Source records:
Content starts

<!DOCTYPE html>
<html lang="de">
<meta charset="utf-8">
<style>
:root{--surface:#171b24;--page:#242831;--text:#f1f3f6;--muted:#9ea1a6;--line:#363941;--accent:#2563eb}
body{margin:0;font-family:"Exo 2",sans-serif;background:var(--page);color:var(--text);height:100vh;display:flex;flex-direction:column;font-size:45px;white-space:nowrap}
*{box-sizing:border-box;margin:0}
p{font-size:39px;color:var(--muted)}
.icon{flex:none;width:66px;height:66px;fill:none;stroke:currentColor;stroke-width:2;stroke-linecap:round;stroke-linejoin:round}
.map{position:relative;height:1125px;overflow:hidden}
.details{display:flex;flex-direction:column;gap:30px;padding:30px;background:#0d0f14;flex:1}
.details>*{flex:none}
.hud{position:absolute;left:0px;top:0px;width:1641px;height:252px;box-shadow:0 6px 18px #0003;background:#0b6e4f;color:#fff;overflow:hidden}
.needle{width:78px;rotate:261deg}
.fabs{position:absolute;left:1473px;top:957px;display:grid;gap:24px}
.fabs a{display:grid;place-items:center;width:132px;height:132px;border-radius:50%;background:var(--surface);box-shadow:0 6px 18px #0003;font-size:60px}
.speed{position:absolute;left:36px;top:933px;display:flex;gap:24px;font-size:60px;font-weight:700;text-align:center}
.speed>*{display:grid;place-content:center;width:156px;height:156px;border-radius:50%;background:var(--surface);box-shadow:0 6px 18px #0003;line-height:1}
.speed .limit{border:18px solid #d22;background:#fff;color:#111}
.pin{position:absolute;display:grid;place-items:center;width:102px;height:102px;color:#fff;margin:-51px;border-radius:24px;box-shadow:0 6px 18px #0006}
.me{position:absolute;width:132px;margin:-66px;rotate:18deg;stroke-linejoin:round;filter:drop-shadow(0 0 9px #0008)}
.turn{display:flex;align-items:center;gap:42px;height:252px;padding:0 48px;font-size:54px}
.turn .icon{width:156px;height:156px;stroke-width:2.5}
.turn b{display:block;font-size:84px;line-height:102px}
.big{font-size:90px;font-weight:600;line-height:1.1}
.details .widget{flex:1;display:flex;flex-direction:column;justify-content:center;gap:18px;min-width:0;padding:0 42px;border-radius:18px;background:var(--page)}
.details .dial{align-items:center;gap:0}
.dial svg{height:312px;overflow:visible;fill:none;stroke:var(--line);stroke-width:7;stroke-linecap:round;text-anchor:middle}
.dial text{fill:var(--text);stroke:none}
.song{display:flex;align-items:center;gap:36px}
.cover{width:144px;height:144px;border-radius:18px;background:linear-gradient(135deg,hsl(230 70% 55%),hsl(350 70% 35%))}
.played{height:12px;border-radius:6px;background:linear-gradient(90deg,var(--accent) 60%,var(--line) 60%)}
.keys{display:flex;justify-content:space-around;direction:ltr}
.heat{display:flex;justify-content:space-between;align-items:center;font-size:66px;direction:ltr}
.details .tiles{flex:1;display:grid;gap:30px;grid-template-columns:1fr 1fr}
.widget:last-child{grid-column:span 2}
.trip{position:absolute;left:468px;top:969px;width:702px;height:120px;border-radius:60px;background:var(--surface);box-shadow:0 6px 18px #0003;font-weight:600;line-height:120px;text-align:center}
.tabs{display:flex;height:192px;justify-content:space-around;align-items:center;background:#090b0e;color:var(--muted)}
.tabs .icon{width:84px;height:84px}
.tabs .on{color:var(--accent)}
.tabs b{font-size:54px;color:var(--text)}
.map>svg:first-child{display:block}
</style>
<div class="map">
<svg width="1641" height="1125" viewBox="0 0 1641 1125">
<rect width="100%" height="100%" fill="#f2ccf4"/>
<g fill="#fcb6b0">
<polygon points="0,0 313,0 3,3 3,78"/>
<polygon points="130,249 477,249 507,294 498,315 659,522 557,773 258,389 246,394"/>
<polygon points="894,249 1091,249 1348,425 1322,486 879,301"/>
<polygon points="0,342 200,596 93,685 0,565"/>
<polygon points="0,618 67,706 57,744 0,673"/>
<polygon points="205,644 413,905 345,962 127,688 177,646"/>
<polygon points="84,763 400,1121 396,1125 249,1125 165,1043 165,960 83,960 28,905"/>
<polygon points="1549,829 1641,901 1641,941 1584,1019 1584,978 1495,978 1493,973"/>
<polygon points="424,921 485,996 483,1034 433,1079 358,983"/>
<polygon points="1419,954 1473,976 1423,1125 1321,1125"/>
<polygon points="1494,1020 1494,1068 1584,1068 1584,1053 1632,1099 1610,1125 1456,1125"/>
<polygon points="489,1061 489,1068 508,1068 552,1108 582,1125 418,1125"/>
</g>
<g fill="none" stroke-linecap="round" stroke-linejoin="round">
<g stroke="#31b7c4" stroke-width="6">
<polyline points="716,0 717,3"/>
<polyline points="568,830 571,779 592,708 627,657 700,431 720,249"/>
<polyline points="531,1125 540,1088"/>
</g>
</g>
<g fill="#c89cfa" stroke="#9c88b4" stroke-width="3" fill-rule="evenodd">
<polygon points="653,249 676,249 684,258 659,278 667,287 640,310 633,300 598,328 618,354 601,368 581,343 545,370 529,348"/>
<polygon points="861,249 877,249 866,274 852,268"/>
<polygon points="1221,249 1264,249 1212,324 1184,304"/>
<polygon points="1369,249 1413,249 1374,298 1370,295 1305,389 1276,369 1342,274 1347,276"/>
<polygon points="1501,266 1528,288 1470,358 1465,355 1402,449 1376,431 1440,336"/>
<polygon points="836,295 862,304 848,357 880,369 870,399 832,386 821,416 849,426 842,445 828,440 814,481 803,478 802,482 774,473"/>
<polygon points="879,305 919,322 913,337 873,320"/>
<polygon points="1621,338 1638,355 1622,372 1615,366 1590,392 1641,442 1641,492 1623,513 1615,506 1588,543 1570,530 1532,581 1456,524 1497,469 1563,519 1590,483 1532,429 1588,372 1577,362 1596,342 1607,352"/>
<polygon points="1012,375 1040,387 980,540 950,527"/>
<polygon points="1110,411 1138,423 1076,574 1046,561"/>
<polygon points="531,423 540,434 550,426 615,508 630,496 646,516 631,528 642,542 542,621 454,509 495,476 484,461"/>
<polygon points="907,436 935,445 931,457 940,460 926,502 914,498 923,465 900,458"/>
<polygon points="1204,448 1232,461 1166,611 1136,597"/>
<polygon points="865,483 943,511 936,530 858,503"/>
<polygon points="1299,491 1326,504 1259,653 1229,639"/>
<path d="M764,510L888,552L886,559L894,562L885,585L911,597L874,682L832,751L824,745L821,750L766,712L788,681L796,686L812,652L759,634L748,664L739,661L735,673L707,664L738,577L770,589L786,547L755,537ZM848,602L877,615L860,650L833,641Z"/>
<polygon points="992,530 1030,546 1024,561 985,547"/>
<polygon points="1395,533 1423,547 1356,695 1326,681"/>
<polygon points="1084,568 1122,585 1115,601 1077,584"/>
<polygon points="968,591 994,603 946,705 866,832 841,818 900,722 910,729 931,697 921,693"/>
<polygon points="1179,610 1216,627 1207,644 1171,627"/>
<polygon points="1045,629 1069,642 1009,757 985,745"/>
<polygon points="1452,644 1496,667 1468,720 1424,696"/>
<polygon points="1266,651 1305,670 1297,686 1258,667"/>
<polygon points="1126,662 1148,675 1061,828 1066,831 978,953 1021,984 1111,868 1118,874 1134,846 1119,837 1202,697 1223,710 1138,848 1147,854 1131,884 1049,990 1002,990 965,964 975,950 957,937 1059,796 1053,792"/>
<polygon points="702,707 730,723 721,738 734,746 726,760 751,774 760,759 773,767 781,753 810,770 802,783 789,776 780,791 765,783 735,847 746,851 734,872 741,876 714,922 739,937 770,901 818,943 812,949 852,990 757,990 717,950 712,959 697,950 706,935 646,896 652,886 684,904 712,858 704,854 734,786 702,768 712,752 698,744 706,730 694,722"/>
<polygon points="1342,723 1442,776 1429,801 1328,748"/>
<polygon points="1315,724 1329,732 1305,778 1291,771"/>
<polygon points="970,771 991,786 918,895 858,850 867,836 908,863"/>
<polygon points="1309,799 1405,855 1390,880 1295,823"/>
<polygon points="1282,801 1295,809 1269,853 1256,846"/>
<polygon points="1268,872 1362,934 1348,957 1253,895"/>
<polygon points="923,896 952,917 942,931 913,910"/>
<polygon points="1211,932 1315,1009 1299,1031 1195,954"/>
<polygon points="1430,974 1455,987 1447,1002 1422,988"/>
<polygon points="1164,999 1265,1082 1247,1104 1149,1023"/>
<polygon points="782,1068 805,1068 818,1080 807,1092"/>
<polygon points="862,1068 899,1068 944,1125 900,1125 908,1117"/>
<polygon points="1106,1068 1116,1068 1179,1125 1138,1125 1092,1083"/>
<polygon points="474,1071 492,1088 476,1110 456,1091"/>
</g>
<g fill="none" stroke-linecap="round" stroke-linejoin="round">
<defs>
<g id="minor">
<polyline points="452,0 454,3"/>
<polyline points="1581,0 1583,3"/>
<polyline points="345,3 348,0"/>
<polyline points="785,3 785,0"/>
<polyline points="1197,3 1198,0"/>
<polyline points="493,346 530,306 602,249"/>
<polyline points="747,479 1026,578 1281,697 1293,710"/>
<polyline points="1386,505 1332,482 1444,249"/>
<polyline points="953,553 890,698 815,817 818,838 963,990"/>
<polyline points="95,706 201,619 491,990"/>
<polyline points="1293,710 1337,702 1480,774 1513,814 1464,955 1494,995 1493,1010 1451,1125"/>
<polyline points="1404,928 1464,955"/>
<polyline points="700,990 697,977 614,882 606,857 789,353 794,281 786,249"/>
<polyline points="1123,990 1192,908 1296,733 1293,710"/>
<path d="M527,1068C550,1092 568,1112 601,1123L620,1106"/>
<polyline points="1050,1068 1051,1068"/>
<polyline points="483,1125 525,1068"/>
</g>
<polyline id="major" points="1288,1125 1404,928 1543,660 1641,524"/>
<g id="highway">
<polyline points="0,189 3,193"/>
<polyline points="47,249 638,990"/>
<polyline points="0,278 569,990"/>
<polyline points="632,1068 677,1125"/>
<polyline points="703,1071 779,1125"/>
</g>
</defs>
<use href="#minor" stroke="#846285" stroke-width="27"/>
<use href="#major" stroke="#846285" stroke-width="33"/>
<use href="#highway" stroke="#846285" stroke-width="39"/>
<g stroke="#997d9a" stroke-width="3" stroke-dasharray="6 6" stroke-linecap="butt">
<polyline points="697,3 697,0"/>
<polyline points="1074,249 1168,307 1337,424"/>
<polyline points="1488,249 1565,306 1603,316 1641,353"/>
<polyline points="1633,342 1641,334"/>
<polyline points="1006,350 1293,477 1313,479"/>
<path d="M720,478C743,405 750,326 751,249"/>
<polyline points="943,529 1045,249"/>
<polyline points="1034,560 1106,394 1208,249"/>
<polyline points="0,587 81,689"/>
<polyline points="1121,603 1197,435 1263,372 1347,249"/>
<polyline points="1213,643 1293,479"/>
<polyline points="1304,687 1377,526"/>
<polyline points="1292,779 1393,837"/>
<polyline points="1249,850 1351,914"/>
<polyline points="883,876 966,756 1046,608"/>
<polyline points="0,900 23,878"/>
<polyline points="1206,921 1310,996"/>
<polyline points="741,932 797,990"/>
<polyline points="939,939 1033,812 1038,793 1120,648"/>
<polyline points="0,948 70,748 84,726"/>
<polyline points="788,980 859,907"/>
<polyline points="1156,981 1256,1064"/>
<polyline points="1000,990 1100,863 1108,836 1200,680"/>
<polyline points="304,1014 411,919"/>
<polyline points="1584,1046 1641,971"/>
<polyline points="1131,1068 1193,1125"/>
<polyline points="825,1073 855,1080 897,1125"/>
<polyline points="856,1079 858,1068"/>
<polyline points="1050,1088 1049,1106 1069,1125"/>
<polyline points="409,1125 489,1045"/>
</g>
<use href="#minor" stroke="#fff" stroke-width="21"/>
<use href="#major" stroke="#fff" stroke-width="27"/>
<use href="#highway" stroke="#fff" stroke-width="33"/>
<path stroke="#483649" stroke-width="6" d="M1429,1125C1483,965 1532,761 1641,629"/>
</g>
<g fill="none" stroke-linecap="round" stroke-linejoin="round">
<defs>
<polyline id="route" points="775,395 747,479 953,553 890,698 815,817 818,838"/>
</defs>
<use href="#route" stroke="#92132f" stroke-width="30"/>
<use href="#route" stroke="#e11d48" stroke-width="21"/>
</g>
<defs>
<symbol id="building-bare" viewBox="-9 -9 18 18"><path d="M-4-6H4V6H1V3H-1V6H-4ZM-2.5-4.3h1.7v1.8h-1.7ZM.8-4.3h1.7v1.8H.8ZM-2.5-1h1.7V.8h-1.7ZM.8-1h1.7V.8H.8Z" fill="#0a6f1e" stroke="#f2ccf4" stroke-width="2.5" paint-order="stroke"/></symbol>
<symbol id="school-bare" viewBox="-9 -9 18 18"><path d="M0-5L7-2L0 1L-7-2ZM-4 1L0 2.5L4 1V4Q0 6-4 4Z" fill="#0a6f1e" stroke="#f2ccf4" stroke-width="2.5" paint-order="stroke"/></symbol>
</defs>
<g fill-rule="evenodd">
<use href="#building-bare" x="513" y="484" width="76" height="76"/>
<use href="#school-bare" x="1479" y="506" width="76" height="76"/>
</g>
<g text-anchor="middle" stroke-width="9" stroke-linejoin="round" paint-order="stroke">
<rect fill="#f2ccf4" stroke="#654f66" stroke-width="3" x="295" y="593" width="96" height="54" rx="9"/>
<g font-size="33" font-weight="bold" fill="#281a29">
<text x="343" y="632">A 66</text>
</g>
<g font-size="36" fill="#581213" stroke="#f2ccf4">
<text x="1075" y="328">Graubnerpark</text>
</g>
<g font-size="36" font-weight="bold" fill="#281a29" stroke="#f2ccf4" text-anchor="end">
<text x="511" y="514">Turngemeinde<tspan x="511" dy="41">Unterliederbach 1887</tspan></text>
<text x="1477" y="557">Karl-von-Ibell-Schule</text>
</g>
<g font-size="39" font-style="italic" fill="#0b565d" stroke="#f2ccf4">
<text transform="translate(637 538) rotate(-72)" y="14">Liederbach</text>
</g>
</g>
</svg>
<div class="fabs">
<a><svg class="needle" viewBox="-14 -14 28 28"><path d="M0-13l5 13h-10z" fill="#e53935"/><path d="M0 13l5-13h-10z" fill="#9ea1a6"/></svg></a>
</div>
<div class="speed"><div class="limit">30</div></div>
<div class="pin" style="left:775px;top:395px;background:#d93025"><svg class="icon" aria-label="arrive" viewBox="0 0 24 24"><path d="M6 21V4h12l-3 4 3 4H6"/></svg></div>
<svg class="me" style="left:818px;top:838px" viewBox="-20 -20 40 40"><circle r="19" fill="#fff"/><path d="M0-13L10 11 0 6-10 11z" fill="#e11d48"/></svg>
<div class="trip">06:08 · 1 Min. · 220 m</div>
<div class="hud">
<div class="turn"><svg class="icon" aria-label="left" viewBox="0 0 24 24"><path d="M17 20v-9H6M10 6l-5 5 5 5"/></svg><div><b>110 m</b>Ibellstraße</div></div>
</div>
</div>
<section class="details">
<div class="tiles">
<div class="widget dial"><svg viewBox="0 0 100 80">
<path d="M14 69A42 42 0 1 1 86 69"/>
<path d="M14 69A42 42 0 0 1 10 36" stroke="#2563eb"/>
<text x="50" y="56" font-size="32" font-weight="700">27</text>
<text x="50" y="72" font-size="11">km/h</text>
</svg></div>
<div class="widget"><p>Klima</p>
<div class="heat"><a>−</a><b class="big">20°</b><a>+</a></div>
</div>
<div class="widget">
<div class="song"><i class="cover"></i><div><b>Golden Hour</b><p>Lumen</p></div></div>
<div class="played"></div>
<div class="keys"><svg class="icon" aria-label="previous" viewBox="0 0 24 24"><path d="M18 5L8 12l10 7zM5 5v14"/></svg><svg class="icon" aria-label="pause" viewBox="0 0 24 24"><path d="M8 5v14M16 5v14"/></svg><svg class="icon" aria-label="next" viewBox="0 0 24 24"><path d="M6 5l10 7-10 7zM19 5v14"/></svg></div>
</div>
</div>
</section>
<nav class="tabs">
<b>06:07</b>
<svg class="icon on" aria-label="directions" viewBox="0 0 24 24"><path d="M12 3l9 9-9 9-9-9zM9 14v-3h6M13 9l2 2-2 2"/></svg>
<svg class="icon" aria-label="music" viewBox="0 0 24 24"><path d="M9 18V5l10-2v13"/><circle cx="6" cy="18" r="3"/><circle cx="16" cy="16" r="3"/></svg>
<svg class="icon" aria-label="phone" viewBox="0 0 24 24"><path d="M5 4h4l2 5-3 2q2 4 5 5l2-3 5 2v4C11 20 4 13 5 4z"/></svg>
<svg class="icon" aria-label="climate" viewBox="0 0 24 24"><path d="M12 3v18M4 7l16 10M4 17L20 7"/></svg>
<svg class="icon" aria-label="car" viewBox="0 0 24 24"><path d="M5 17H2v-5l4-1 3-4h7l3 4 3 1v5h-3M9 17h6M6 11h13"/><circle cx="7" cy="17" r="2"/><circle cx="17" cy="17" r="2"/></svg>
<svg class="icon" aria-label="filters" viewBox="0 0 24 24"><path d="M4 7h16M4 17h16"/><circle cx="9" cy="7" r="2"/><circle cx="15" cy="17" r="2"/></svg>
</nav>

Content ends

■ About this exercise ■
Search the data above for the string "played" and report each line that holds it.

■ Task solution ■
.played{height:12px;border-radius:6px;background:linear-gradient(90deg,var(--accent) 60%,var(--line) 60%)}
<div class="played"></div>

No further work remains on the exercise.